To explore the world of “Paranormal Activity” movies, it has to be accepted that no matter how intense the danger, the characters are always going to be filming with their cameras. It’s ridiculous and illogical, but that is how it has been since the original. At least back then, the cameras were mostly stationary. Would it hurt to have the main character in one of these films be a working cinematographer or at least a film student? One that knows how to frame a shot?

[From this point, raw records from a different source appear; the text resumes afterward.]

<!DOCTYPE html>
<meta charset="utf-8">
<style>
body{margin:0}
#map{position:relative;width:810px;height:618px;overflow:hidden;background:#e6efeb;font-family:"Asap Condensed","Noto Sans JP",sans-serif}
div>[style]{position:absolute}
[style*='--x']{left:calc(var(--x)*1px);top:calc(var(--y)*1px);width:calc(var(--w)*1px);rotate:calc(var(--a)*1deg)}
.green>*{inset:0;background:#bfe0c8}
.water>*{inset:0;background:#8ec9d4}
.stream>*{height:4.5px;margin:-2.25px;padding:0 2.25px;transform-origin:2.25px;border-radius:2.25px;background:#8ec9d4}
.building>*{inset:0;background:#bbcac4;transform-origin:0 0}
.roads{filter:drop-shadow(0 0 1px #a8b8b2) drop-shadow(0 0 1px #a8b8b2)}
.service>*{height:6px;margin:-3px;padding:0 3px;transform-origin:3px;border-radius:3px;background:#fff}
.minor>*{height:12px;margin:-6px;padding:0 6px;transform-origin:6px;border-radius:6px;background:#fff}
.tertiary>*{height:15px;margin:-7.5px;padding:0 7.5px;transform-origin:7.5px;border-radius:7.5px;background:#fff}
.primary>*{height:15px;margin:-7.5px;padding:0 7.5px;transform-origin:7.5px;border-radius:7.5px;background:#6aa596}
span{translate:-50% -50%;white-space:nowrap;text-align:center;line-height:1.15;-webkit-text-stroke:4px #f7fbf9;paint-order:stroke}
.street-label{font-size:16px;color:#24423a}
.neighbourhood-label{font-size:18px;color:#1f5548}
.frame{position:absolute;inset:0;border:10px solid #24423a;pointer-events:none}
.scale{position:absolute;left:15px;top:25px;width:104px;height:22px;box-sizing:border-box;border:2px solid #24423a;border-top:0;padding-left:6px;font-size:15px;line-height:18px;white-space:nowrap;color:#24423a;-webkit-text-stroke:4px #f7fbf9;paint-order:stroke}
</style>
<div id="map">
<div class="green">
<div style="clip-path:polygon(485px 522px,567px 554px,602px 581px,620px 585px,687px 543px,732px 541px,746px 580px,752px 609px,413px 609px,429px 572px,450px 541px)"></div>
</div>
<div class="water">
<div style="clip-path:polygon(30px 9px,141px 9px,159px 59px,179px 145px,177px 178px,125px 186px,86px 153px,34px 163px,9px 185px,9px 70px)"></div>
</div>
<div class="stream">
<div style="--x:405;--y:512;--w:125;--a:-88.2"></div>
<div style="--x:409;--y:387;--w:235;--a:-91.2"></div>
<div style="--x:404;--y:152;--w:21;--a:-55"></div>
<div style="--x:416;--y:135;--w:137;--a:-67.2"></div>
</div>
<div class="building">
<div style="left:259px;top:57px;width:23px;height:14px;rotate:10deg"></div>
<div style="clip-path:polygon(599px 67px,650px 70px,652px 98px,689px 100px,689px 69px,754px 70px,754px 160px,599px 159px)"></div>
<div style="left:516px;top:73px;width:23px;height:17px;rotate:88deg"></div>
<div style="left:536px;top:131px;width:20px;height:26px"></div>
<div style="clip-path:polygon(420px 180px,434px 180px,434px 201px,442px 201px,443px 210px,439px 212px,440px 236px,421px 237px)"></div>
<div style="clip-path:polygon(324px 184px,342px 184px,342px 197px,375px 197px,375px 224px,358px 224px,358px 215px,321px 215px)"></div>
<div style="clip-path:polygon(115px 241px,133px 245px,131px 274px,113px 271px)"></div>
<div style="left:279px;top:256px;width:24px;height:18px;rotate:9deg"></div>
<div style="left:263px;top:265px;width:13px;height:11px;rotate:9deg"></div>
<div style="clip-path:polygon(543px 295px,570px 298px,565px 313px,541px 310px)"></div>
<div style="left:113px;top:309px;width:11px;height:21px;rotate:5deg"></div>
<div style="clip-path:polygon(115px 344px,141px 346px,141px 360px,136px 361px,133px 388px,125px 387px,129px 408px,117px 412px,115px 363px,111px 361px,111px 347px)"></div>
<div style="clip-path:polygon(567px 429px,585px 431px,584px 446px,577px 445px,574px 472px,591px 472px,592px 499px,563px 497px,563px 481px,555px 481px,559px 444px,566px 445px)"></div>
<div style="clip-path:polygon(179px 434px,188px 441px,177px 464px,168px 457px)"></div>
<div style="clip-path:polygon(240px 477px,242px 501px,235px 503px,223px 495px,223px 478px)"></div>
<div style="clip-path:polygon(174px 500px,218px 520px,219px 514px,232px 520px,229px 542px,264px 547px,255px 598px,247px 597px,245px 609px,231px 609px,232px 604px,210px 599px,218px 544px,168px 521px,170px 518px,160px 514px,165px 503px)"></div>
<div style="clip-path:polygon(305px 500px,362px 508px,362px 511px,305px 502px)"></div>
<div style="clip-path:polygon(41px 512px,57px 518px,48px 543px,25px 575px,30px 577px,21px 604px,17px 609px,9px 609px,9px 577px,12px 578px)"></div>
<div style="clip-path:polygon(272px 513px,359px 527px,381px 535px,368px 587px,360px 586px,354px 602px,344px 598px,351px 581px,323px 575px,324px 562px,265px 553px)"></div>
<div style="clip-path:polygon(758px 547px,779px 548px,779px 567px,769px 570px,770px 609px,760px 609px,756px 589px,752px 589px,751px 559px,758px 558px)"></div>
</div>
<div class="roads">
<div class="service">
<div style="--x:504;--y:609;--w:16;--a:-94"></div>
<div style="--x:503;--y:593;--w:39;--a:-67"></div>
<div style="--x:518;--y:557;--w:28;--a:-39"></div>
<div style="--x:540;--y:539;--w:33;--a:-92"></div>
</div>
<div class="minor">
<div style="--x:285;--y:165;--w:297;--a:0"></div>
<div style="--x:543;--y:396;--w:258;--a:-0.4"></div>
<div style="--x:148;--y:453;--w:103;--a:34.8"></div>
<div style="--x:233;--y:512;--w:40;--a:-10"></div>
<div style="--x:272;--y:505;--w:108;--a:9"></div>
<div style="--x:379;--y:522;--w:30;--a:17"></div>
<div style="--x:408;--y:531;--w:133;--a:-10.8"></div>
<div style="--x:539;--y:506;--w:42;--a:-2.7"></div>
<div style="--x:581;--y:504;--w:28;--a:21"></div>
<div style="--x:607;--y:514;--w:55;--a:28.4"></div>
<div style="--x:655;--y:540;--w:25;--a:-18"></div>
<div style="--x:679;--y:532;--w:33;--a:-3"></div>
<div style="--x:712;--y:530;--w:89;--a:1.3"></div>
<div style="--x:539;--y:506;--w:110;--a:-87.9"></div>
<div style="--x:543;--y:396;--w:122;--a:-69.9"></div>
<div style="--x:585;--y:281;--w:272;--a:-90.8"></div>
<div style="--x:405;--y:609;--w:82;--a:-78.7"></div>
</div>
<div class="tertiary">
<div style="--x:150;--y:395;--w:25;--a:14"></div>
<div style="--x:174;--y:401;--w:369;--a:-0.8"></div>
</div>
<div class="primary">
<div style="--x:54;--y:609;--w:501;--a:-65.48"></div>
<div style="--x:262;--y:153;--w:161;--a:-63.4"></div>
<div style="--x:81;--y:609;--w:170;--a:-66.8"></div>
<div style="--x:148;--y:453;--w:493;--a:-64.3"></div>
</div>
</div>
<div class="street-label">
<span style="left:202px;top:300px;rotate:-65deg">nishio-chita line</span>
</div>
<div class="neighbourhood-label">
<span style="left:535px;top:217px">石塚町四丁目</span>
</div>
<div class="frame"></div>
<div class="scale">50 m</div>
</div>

“Paranormal Activity: The Marked Ones” is the fifth film in the series, and yet another sequel is supposed to hit theaters in October. And just like with “Paranormal Activity 4”, the found footage aspect is starting to wear a little thin. At least this time around the viewer doesn’t feel like they are part of a FaceTime chat for half the movie, but the frequent shaky cam in the first third is enough to make some people borderline nauseous. Not to mention the fact that this time around, the film uses long turns far too often. Whoever is holding the camera(which seems to change hands quite a bit) will turn one way, and when they do a one-eighty, boo! It’s a cheap way to generate a scare and starts to feel overused.
The film has a few creepy moments, but not enough for it to feel like sitting through all the other nonsense is worth it. And all the bloat added to a 90-minute flick leads to some pacing problems, as Jesse goes from enjoying the odd things that start happening to him to really struggling with them at the drop of a dime. When the film opens, the protagonist(do “Paranormal Activity” films really have protagonists? Perhaps not…) Jesse is graduating high school. Perhaps the only reason to start with such a scene is to free up Jesse so he can spend his days investigating the creepy old lady that lives below him. When she ends up dead, and a former classmate of Jesse’s seems to be the prime suspect, he and his friend Hector decide to go down and explore the crime scene.
Why the cops didn’t clean up all of the evidence that Hector and Jesse find is a good question to ask, but that would be asking a lot of a screenplay that kills time by showing video footage of Jesse making his dog dance, and Hector going down concrete balcony stairs in a laundry basket. Even the now age-old joke of drawing genitalia on somebody’s face goes on for a few minutes, and not one person in the audience even chuckled. But perhaps because half of them were busy on their phones, texting away. If “Paranormal Activity: The Marked Ones” can’t at least hold a teenager’s interest as disposable entertainment, then perhaps it’s time to let it be possessed. Perhaps it’s time to move away from this handicam found-footage nonsense. I would be interested to see a normal, third-person style film play in the world of “Paranormal Activity.” Perhaps that can be for the final chapter, which should be coming soon. Judging by these last two entries, it may be time for Katie and Micah to come back and wrap things up.
A final note: “Paranormal Activity: The Marked Ones” wastes time with a scene where Jesse and Hector go to a local neighborhood party and pick up a couple of girls. They take them back to Jesse’s apartment, but his grandmother is asleep in the living room. In a scene I found awkward and borderline offensive, Jesse takes the girl down to the apartment of his downstairs neighbor, who was very recently murdered. They start making out on the living room floor, and perhaps the bloodstains in the bedroom haven't even been fully cleaned up yet. Ladies, a little piece of advice: if somebody wants to sleep with you on the floor of a crime scene, have enough self-respect to walk away. Heck, try running away.